Written by Luca Guadagnino & Barbara Alberti

Directed by Luca Guadagnino

Where & When: Arclight Cinemas, Hollywood, CA. June 20, 2010 7:55PM

Tilda Swinton plays Emma, a mysterious Russian who has almost completely abandoned her past to start a new life in Italy. She is married to Tangredi Recchi (Pippo Delbono), the son of a successful and wealthy textile plant owner and they have three children.

The story starts on a rare snowy day in Milan and the Recchi family has gotten together to celebrate the birthday of Tangredi's father. Edoardo Sr.(Gabriele Ferzetti) has announced that he is retiring and has left the company not only to his son but to his grandson, Edoardo Jr.(Flavio Parenti).

Later that evening, Antonio (Edoardo Gabbriellini), a friend of Eduardo Jr. who is a chef  has brought over a cake. Eduardo introduces his mother to Antonio. She invites him to stay but he declines the offer.

Elizabetta (Alba Rohnwacher), Emma's daughter who had been dating a boy, has come out to her mother as a lesbian. She is going to college to become an artist in Nice and invites her mother to come to meet her new love interest.

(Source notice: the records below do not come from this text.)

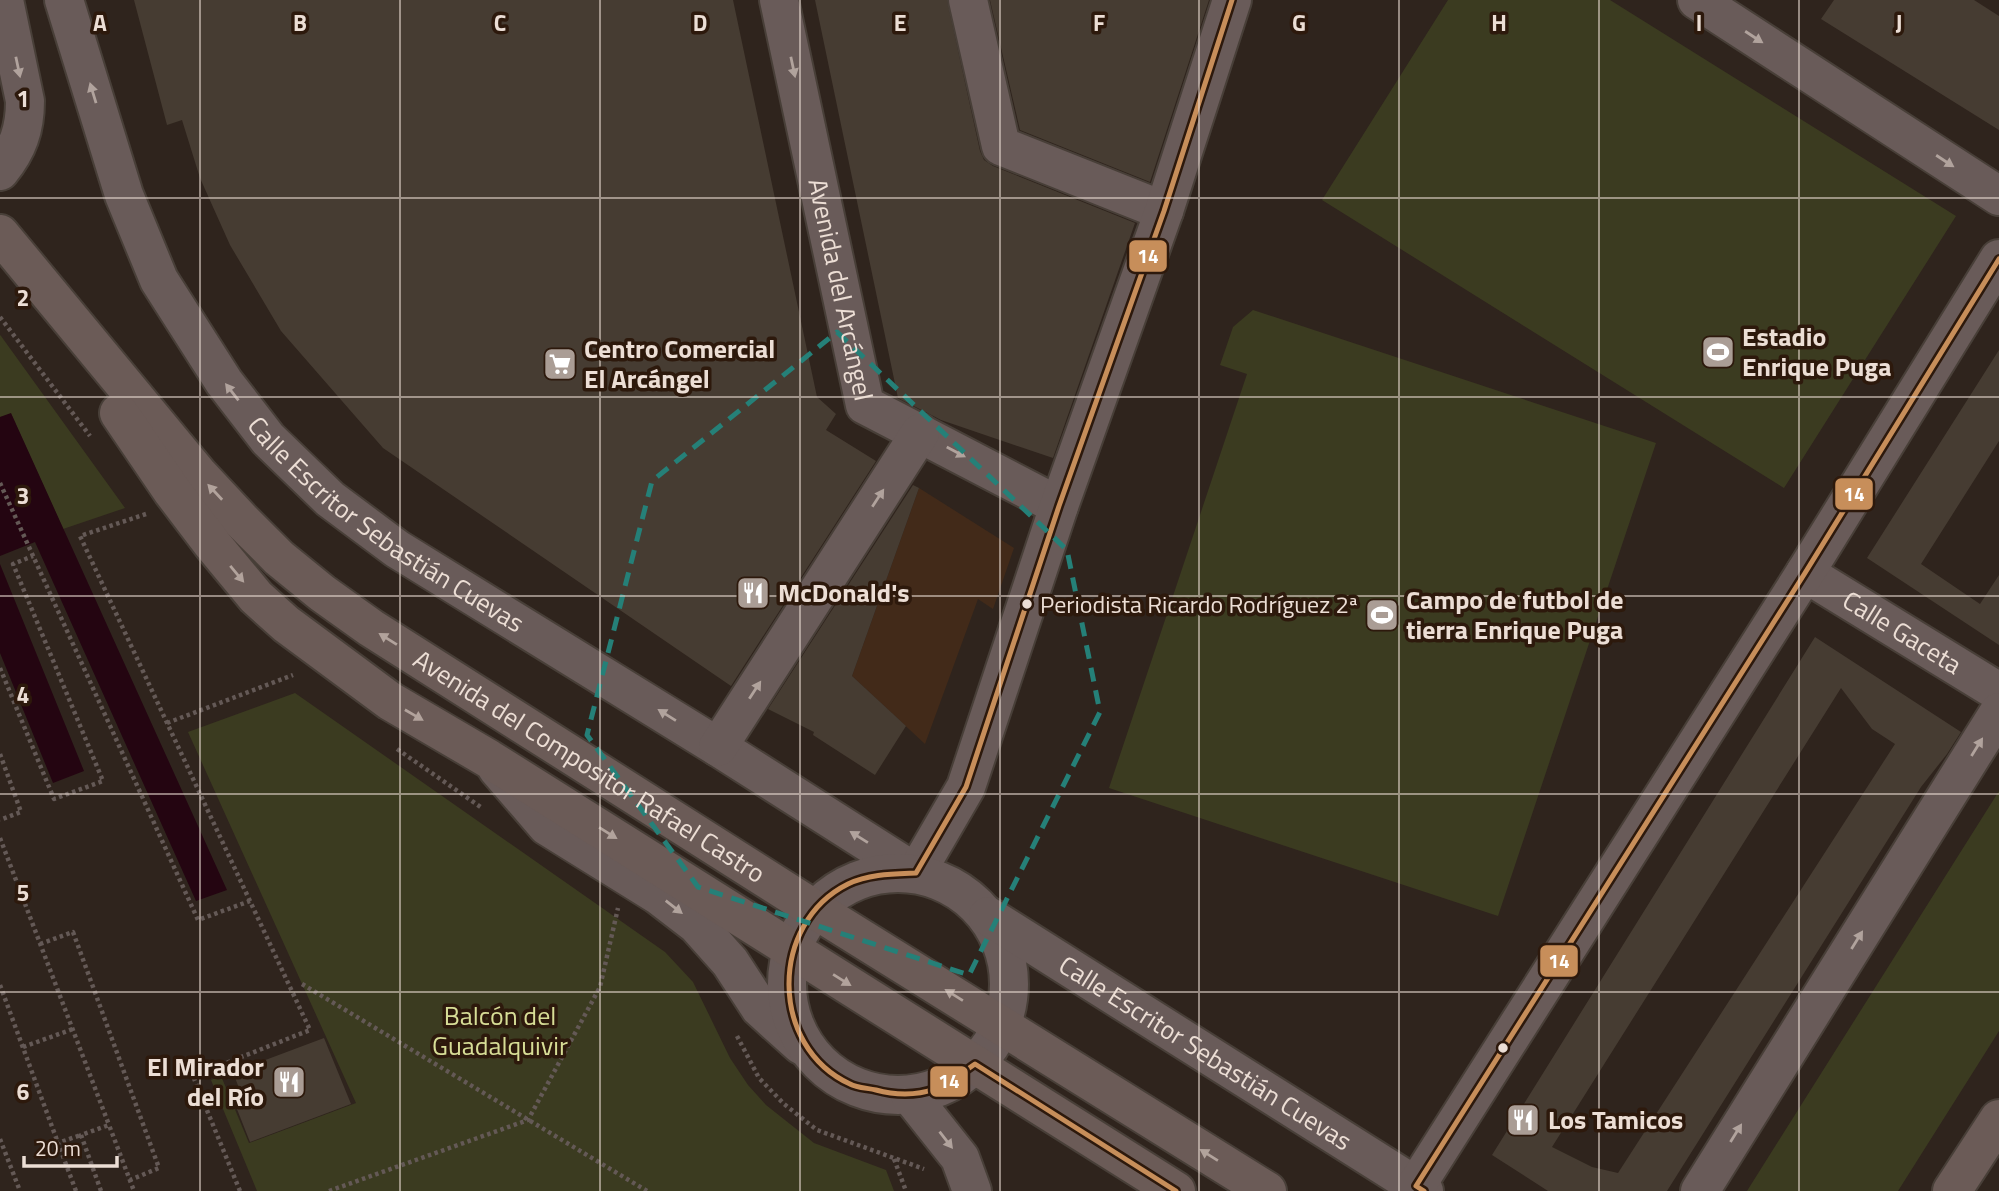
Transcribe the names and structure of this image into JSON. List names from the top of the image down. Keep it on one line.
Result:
{"streets":{"main road":["Avenida del Compositor Rafael Castro"],"street":["Avenida del Arcángel","Calle Escritor Sebastián Cuevas","Calle Gaceta"]},"one_way":["Avenida del Arcángel","Calle Escritor Sebastián Cuevas"],"parks":["Balcón del Guadalquivir"],"places":{"sports":["Estadio Enrique Puga","Campo de futbol de tierra Enrique Puga"],"supermarket":["Centro Comercial El Arcángel"],"restaurant":["McDonald's","El Mirador del Río","Los Tamicos"],"other":["Periodista Ricardo Rodríguez 2ª"]},"lines":["transit line 14"],"scale_bar":"20 m","grid":{"columns":["A","B","C","D","E","F","G","H","I","J"],"rows":["1","2","3","4","5","6"]}}
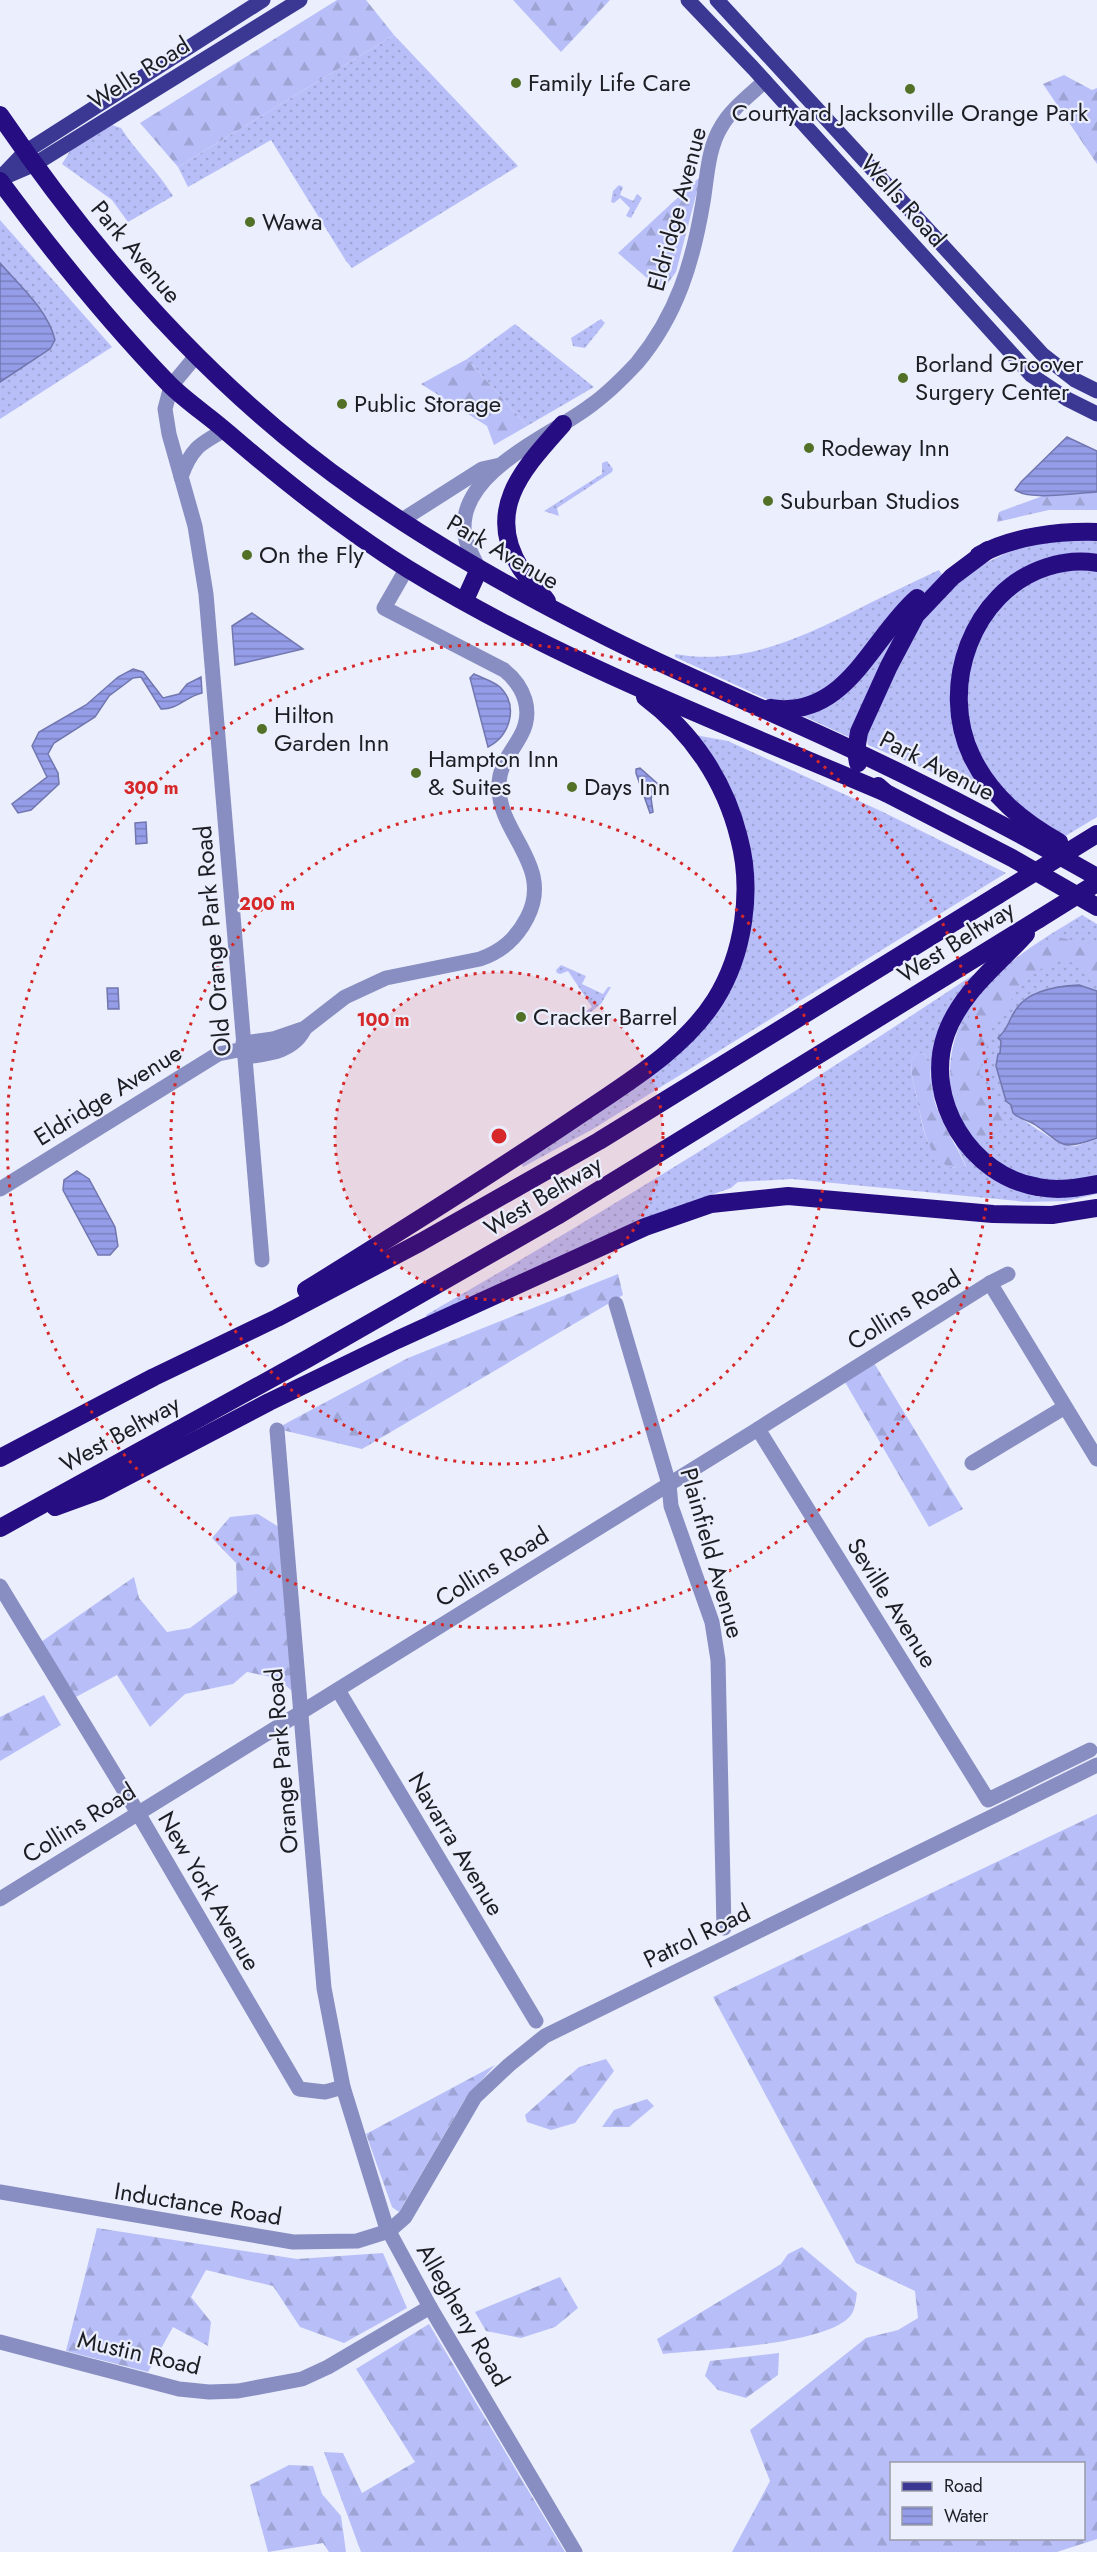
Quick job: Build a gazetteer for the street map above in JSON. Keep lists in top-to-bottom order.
{
  "streets": {
    "highway": ["Park Avenue", "West Beltway"],
    "main road": ["Wells Road"],
    "street": [
      "Eldridge Avenue",
      "Old Orange Park Road",
      "Collins Road",
      "Plainfield Avenue",
      "Seville Avenue",
      "Orange Park Road",
      "Navarra Avenue",
      "New York Avenue",
      "Patrol Road",
      "Inductance Road",
      "Allegheny Road",
      "Mustin Road"
    ]
  },
  "crossings": [
    ["Wells Road", "Eldridge Avenue"],
    ["Wells Road", "Park Avenue"],
    ["Eldridge Avenue", "Park Avenue"],
    ["Eldridge Avenue", "Old Orange Park Road"],
    ["Park Avenue", "Old Orange Park Road"],
    ["Collins Road", "Plainfield Avenue"],
    ["Collins Road", "Seville Avenue"],
    ["Collins Road", "Orange Park Road"],
    ["Collins Road", "Navarra Avenue"],
    ["Collins Road", "New York Avenue"],
    ["Orange Park Road", "New York Avenue"],
    ["Orange Park Road", "Allegheny Road"],
    ["New York Avenue", "Allegheny Road"],
    ["Patrol Road", "Inductance Road"],
    ["Patrol Road", "Allegheny Road"],
    ["Inductance Road", "Allegheny Road"],
    ["Allegheny Road", "Mustin Road"]
  ],
  "places": [
    "Family Life Care",
    "Courtyard Jacksonville Orange Park",
    "Wawa",
    "Borland Groover Surgery Center",
    "Public Storage",
    "Rodeway Inn",
    "Suburban Studios",
    "On the Fly",
    "Hilton Garden Inn",
    "Hampton Inn & Suites",
    "Days Inn",
    "Cracker Barrel"
  ],
  "legend": ["Road", "Water"],
  "rings": ["300 m", "200 m", "100 m"]
}
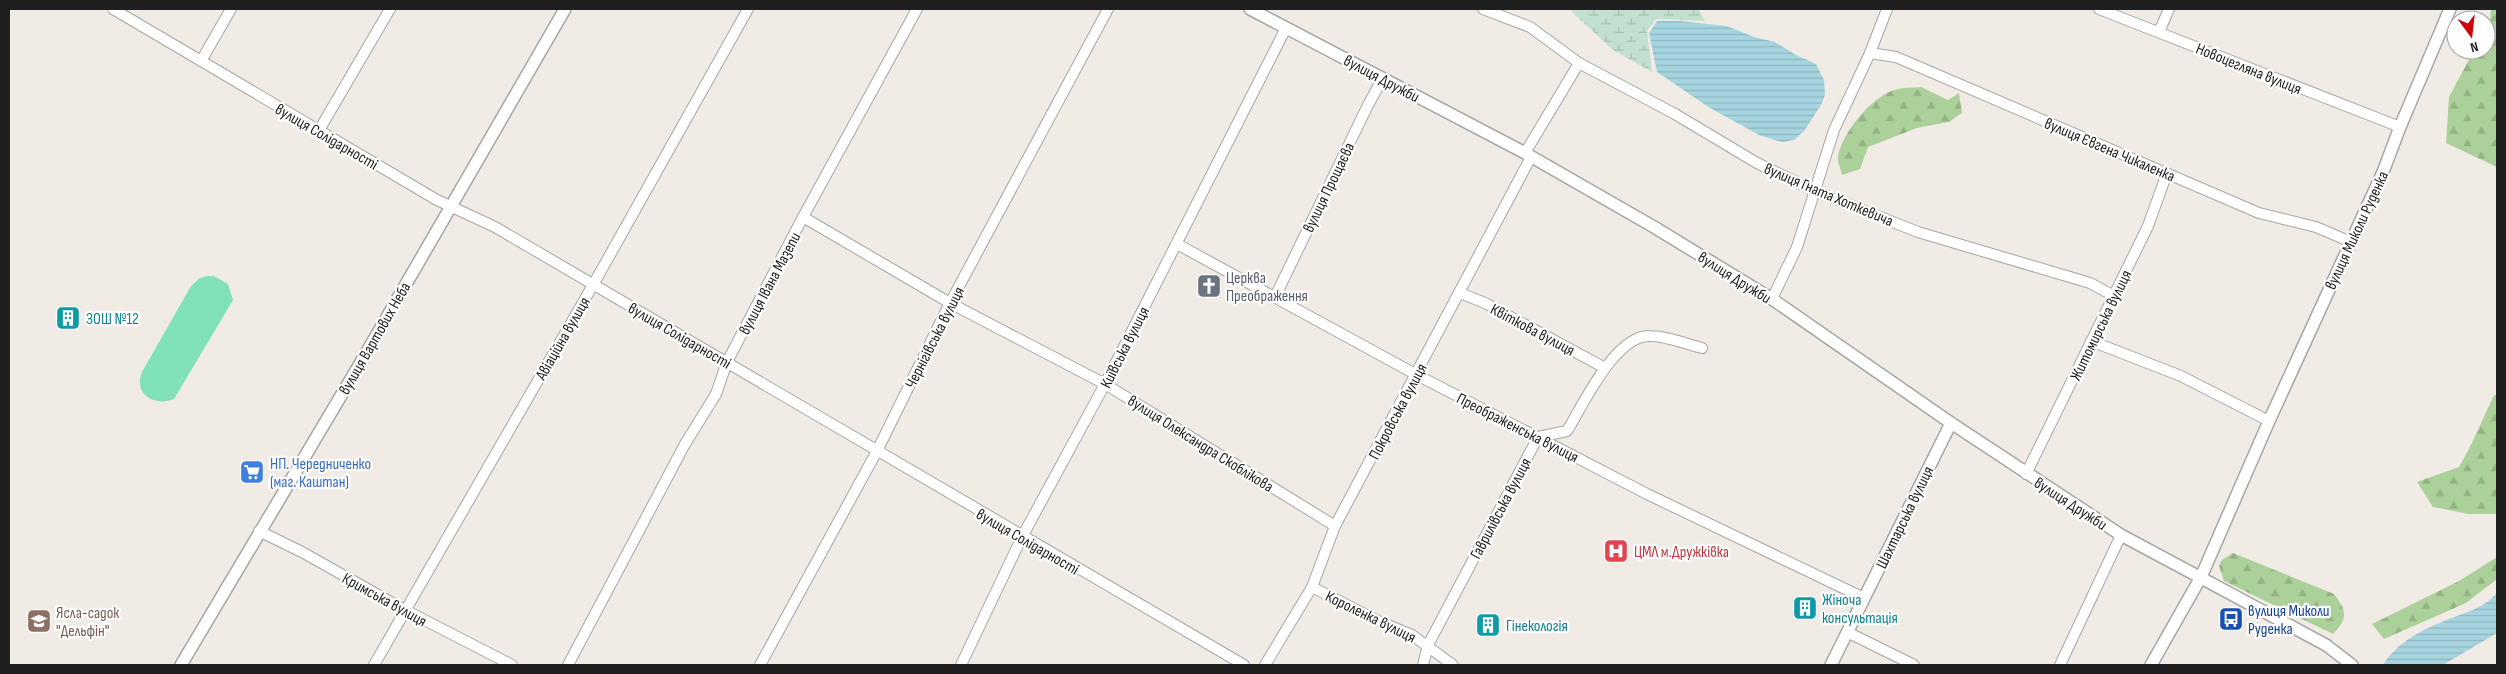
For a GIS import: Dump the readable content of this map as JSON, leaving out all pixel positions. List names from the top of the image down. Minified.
{"streets":{"street":["Новоцегляна вулиця","вулиця Дружби","вулиця Солідарності","вулиця Євгена Чикаленка","вулиця Прощаєва","вулиця Гната Хоткевича","вулиця Миколи Руденка","вулиця Івана Мазепи","Житомирська вулиця","Квіткова вулиця","Чернігівська вулиця","вулиця Вартових Неба","Авіаційна вулиця","Київська вулиця","Покровська вулиця","Преображенська вулиця","вулиця Олександра Скоблікова","Гаврилівська вулиця","Шахтарська вулиця","Кримська вулиця","Короленка вулиця"]},"crossings":[["Новоцегляна вулиця","вулиця Миколи Руденка"],["вулиця Дружби","вулиця Прощаєва"],["вулиця Дружби","вулиця Миколи Руденка"],["вулиця Дружби","Житомирська вулиця"],["вулиця Дружби","Київська вулиця"],["вулиця Дружби","Покровська вулиця"],["вулиця Дружби","Шахтарська вулиця"],["вулиця Солідарності","вулиця Івана Мазепи"],["вулиця Солідарності","Чернігівська вулиця"],["вулиця Солідарності","вулиця Вартових Неба"],["вулиця Солідарності","Авіаційна вулиця"],["вулиця Солідарності","Київська вулиця"],["вулиця Євгена Чикаленка","вулиця Миколи Руденка"],["вулиця Євгена Чикаленка","Житомирська вулиця"],["вулиця Прощаєва","Преображенська вулиця"],["вулиця Гната Хоткевича","Житомирська вулиця"],["вулиця Гната Хоткевича","Покровська вулиця"],["вулиця Івана Мазепи","вулиця Олександра Скоблікова"],["Квіткова вулиця","Покровська вулиця"],["Чернігівська вулиця","вулиця Олександра Скоблікова"],["вулиця Вартових Неба","Кримська вулиця"],["Авіаційна вулиця","Кримська вулиця"],["Київська вулиця","Преображенська вулиця"],["Київська вулиця","вулиця Олександра Скоблікова"],["Покровська вулиця","Преображенська вулиця"],["Покровська вулиця","вулиця Олександра Скоблікова"],["Покровська вулиця","Короленка вулиця"],["Преображенська вулиця","Гаврилівська вулиця"],["Преображенська вулиця","Шахтарська вулиця"],["Гаврилівська вулиця","Короленка вулиця"]],"places":{"church":["Церква Преображення"],"building":["ЗОШ №12","Жіноча консультація","Гінекологія"],"supermarket":["НП. Чередниченко (маг. Каштан)"],"hospital":["ЦМЛ м.Дружківка"],"bus stop":["вулиця Миколи Руденка"],"school or university":["Ясла-садок \"Дельфін\""]},"north":"bottom"}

Under the advise of Edoardo Jr., Emma and his grandmother (Marisa Berenson) takes his new fiance, Ida (Maria Paiato) to have lunch at the restaurant that Antonio works in. Antonio's food stirs something in Emma, a passion that had laid dormant in her for a long time. She has a strong desire to get closer to Antonio. After lunch, she stops to thank Antonio and they chat. She discovers that he wants to open his own restaurant with Edoardo's help in Sanremo where he lives.

After saying that she is going to visit her daughter, Emma soon finds herself going to Sanremo. Emma runs into Antonio in town and he invites her to see his home. It doesn't take much time before the two are swept up in torrid love affair.

During a business trip in London, Edoardo Jr. struggles with his role in the company and the future of the business. He also grows suspicious of something unusual happening with his friend, Antonio. Emma is soon torn between her privileged life as a mother and wife and her new possible opportunity with a younger man of simple means.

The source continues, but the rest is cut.